The Run of Play is a blog about
the wonder and terror of soccer.
We left the window open during a match in October 2007 and a strange wind blew into the room.
Now we walk the forgotten byways of football with a lonely tread, searching for the beautiful, the bewildering, the haunting, and the absurd.
Epistemic frustration is the curse and the genius of soccer, which, compared to, say, basketball, obscures causes, disguises responsibilities, and makes all forms of knowing and categorizing moot. Not in a radically skeptical way, but just in terms of guys kicking stuff, I sometimes wonder whether it’s possible to know anything at all.

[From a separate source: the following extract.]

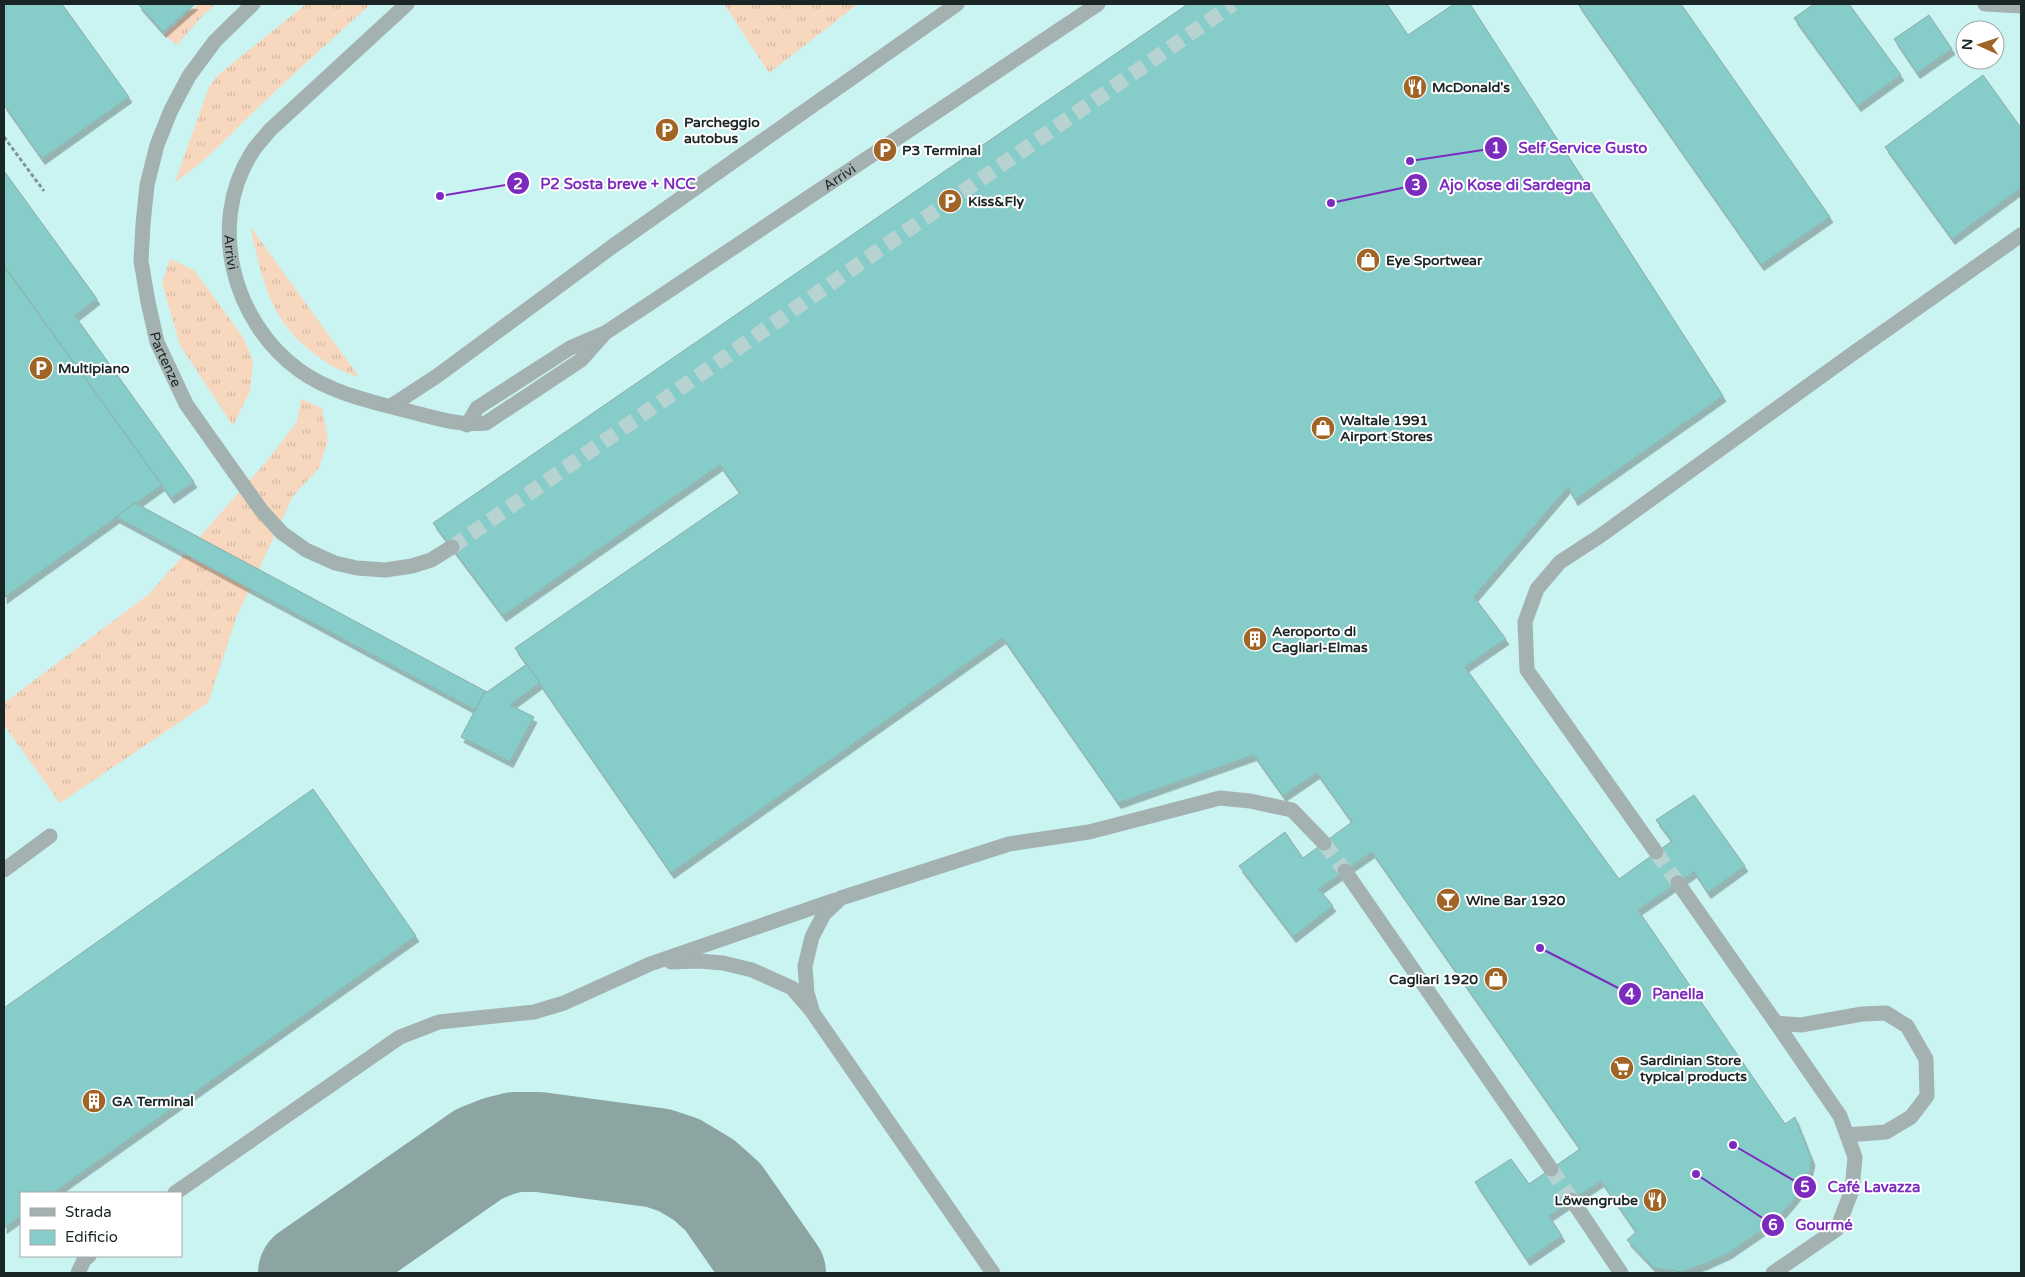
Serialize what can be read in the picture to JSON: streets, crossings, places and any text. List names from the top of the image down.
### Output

By now, you’ve heard it said that Messi’s greatness depends on winning the World Cup. That’s a sentence that makes sense in terms of the narrative machinery surrounding the game—Messi’s compared to Maradona, who won the World Cup, so if Messi wants to be as great as Maradona, he has to win it too—but as a form of knowledge, or of expectation, it completely takes itself apart. It’s the kind of statement that can’t be made without simultaneously collapsing its own logic. Not in a radically deconstructive sense, but just in terms of guys kicking stuff, I direct your attention to the nation of Bhutan.
Say there’s a Bhutanese Messi. He’s all-time in potential, but rather than playing for Spain, where he went to live as a boy, he’s chosen to ply his trade for an ancestral homeland that’s currently on the chilly side of 195 in the FIFA World Rankings. You would never hear of this tiny patriot that his greatness depended on winning a World Cup, because with Bhutan, the greatest player of all worlds and epochs would stand no chance of even qualifying for the World Cup. One player can only do so much. And so unless greatness is reserved for players from certain neighborhoods, the Messi of Lho Mon would have to be judged on club form and raw awesomeness alone.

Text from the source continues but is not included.